Pemerintah menunda rencana penaikan royalti izin usaha pertambangan (IUP) batu bara pada awal April 2014.
Meski ditunda, pelaku usaha batu bara belum mendapatkan kepastian, sebab penundaan itu bukan berarti dibatalkan.
“Setidaknya ada 3 unsur yang harus dipenuhi dalam royalti, yakni harga, kadar dan volume,” kata Prof. Abrar Saleng, pakar hukum pertambangan dari Universitas Hasanuddin Makassar, saat dihubungi, Rabu (21/5/2014).
Jika 3 unsur tersebut sudah terpenuhi, harga naik, kadar bagus dan volumne tetap, maka kenaikkan royalti bukan masalah dan sesuatu yang wajar. Namun, akan menjadi bumerang, ketika royalti dinaikkan, tetapi dari sisi harga, misalkan, masih rendah. “Jangan royalti dinaikan, tetapi usaha batu bara justru tidak berjalan."
Karena itu, dibutuhkan keseimbangan dan kebijaksanaan dari pemerintah. Kalau memang royalti dinaikkan, itu dilakukan saat harga batu bara sedang bagus.
Namun, yang terjadi selama ini, berbeda. Saat harga batu bara bagus, royalti justru tidak dinaikkan, tetapi harga sedang anjlok, muncul keinginan untuk menaikkan royalti.
Selain keseimbangan dari tiga unsur tersebut, hal lain yang cukup penting terkait kebijakan kenaikan royalti atau kebijakan lainnya adalah soal transparansi.
Pemerintah harus mengungkapkan dengan jelas, apa yang melatari kenaikkan tersebut. Dengan mengutarakan alasan yang jelas, pengusaha pun diyakini bisa memahami, sehinga kebijakan yang dikeluarkan tidak merugikan pelaku usaha.
Sebab jika pelaku usaha tidak bisa menjalakan aktivitas usahanya, maka akan menjadi beban pemerintah, karena tugas pemerintah adalah melindungi setiap aktivitas usaha yang dilakukan.
Pada akhirnya, pemerintah juga yang bertanggungjawab jika terjadi dampak yang meluas, misalkan penangguran dan sebagainya.
Lebih dari itu, Abrar juga mengharapkan agar pelaku usaha juga harus jujur. Ketika memang usaha yang dijalankan untung, jangan sampai mengtakan rugi. Sebab selama ini, imbuhnya, pelaku usaha cenderung diam, jika usaha yang dilakukan memberi keuntungan. Namun jika rugi, mulai berkoar-koar.
“Semua harus jujur dan transparan, sehingga bisa mencapai titik kesimbangan tersebut,” sarannya.
Sementara itu, Ketua Sumber daya Alam, Ikatan Ahli Geologi Indonesia (IAGI) Singgih Widagdo mengatakan royalti sebenarnya merupakan ringkasan dari tiga aspek, social cost, enviromental cost dan economic cost.
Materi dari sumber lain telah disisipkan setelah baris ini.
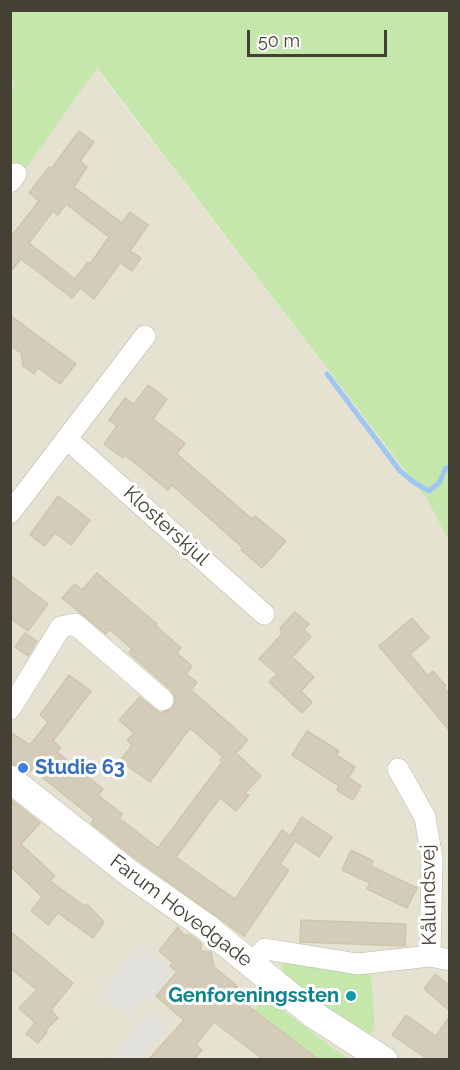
<!DOCTYPE html>
<meta charset="utf-8">
<style>
body{margin:0}
#map{position:relative;width:460px;height:1070px;overflow:hidden;background:#f2efe4;font-family:Raleway,sans-serif}
canvas{display:block}
.frame{position:absolute;inset:0;border:12px solid #444034;pointer-events:none}
.scale{position:absolute;left:247px;top:30px;width:140px;height:27px;box-sizing:border-box;border:3px solid #444034;border-top:0;padding-left:8px;font-size:18px;line-height:21px;white-space:nowrap;color:#444034;-webkit-text-stroke:4px #fff;paint-order:stroke}
</style>
<div id="map">
<canvas width="460" height="1070"></canvas>
<div class="frame"></div>
<div class="scale">50 m</div>
</div>
<script>
const c = document.querySelector('canvas').getContext('2d');
c.lineJoin = 'round';
function fillPath(path, color) { c.fillStyle = color; c.fill(path, 'evenodd'); }
const toPath = rows => new Path2D(rows.map(r => 'M' + r).join(''));
function strokePath(path, color, width, dash) { c.strokeStyle = color; c.lineWidth = width; c.lineCap = dash ? 'butt' : 'round'; c.setLineDash(dash || []); c.stroke(path); }
function drawText(font, color, halo, rows, align = 'center') {
  c.font = font + ' Raleway,sans-serif'; c.lineWidth = 6; c.setLineDash([]); c.textBaseline = 'middle'; c.strokeStyle = halo; c.fillStyle = color; for (const [text, x, y, turn = 0] of rows) {
    c.save(); c.translate(x, y); c.rotate((+turn || 0) * Math.PI / 180); c.textAlign = isNaN(turn) ? turn : align; if (halo) c.strokeText(text, 0, 0); c.fillText(text, 0, 0); c.restore();
  }
}
fillPath(toPath([
 [10,12,96,68,427,499,449,542,449,1059,11,1059]
]), '#e6e2d2');
fillPath(toPath([
 [11,11,449,11,449,542,427,499,97,68,24,171,11,160,10,93,15,84,11,75],
 [285,960,371,975,375,1029,365,1039,289,984,281,966],
 [265,997,334,1049,350,1059,319,1059,254,1010]
]), '#c6e7ac');
fillPath(toPath([
 [140,944,174,972,151,1002,145,997,128,1016,101,994],
 [151,1011,170,1026,140,1059,109,1059]
]), '#e3e1dc');
strokePath(toPath([
 [327,374,400,471,415,483,429,491,439,483,446,468,450,467]
]), '#9fc6f0', 5);
const building = toPath([
 [79,131,94,142,80,161,87,167,74,187,122,223,130,212,148,225,130,251,141,258,132,271,120,263,94,299,80,288,72,298,21,259,10,272,10,238,39,201,29,193,49,167,51,169,79,131],
 [66,204,109,237,90,264,88,262,75,279,29,243,53,211,58,215,66,204],
 [10,315,76,364,60,384,38,368,34,374,23,366,21,353,10,345,10,315],
 [148,385,167,399,153,419,185,443,177,454,252,519,255,516,286,541,262,568,241,550,243,548,172,485,168,490,125,455,123,458,104,444,117,426,109,420,125,398,134,404,148,385],
 [58,496,90,520,71,545,55,533,44,546,30,535,58,496],
 [97,573,157,624,156,626,181,648,177,653,192,666,186,674,197,682,191,690,248,740,236,753,261,776,245,793,249,795,236,811,220,798,176,857,235,899,282,830,290,836,302,817,332,837,319,857,295,841,280,864,289,870,244,936,135,858,91,823,94,819,32,769,28,773,19,766,10,764,10,732,30,745,48,722,40,715,69,675,91,691,53,741,61,748,57,752,103,789,98,795,122,814,119,818,158,848,222,762,220,760,223,757,190,728,150,782,120,761,132,745,127,740,134,733,119,720,140,697,155,710,161,713,172,709,175,703,175,696,171,690,129,653,132,649,109,629,106,634,62,598,75,584,82,590,97,573],
 [10,575,48,604,28,631,10,618,10,575],
 [295,612,309,624,304,630,311,637,292,657,314,677,301,691,312,702,302,713,269,682,277,674,259,659,282,634,280,631,282,629,280,628,295,612],
 [412,618,429,638,410,654,428,676,433,671,446,686,444,688,450,695,450,731,379,646,412,618],
 [25,633,37,641,28,656,15,647,25,633],
 [307,731,339,751,336,755,355,767,348,778,361,786,353,800,337,790,339,786,292,755,307,731],
 [10,799,40,823,21,844,55,876,50,881,83,905,88,905,104,922,93,938,58,913,48,925,31,911,42,897,10,866,10,799],
 [351,850,373,861,371,866,417,888,407,908,367,889,370,883,342,870,351,850],
 [301,920,406,924,405,946,300,942,301,920],
 [178,927,183,935,190,935,201,943,201,951,211,952,214,967,237,986,235,989,238,992,235,996,318,1059,263,1059,214,1022,196,1045,202,1050,194,1059,149,1059,184,1020,156,996,177,972,170,966,173,963,159,951,178,927],
 [10,931,73,983,51,1010,58,1018,45,1031,47,1032,38,1043,26,1034,35,1023,19,1008,37,990,10,968,10,931],
 [435,974,450,986,450,1011,424,989,435,974],
 [406,1015,436,1036,450,1016,450,1059,427,1059,392,1035,406,1015]
]);
fillPath(building, '#d4ccb9');
strokePath(building, '#cec5ad', 1.5);
const minor = toPath([
 [10,182,16,174],
 [67,439,264,614],
 [10,513,145,336],
 [10,709,61,627,75,624,163,700],
 [398,769,425,817,432,859,430,956],
 [252,964,265,949,358,964,430,956,450,960]
]);
const tertiary = toPath([
 [10,779,129,873,206,927,314,1015,384,1060]
]);
strokePath(minor, '#bdb8a7', 22);
strokePath(tertiary, '#bdb8a7', 28);
strokePath(minor, '#fff', 21);
strokePath(tertiary, '#fff', 27);
for (const [x, y, r, color] of [
 [23,768,6,"#3f7fe0"],
 [351,996,6,"#0f9aa8"]
]) { const dot = new Path2D(); dot.arc(x, y, r, 0, 2 * Math.PI); c.fillStyle = color; c.fill(dot); strokePath(dot, '#fff', 2); }
drawText('20px', '#444034', '#fff', [
 ["Klosterskjul",166,526,42],
 ["Kålundsvej",429,895,-91],
 ["Farum Hovedgade",181,911,37]
]);
drawText('bold 20px', '#366cbe', '#fff', [
 ["Studie 63",35,768]
], 'left');
drawText('bold 20px', '#0d838f', '#fff', [
 ["Genforeningssten",339,996]
], 'right');
</script>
Ketika pemerintah menunda rencana kenaikkan royalti, hal tersebut hanya terkait satu aspek saja, yakni economic cost, karena harga batu bara yang sedang jatuh.
Sementara itu, dua aspek lainnya belum direken. Padahal, kegatan pertambangan, tidak bisa dilepaskan dari semua aspoek tersebut, lingkungna juga sosialnya.
Singgih bahkan menyarankan pemerintah agar lebih fokus pada kontrol kegiatan pertambangan di daerah. Sejak awal kegiatan sampai pada kegiatan pasca tambang juga termasuk kegiatan sosial perusahaan.
Karena menurutnya, masih banyak perusahaan yang masih belum melaksanakan kegiatan pertambangan dengan baik dan benar. Masih banyak perusahaan yang mengakali stripping ratio, banyak juga yang mengabaikan kegiatan pasca tambang.
“Kalau tidak dilakukan pengawasan, maka harapan untuk melakukan konservasi sumber daya alam, tidak akan terwujud,” ungkapnya.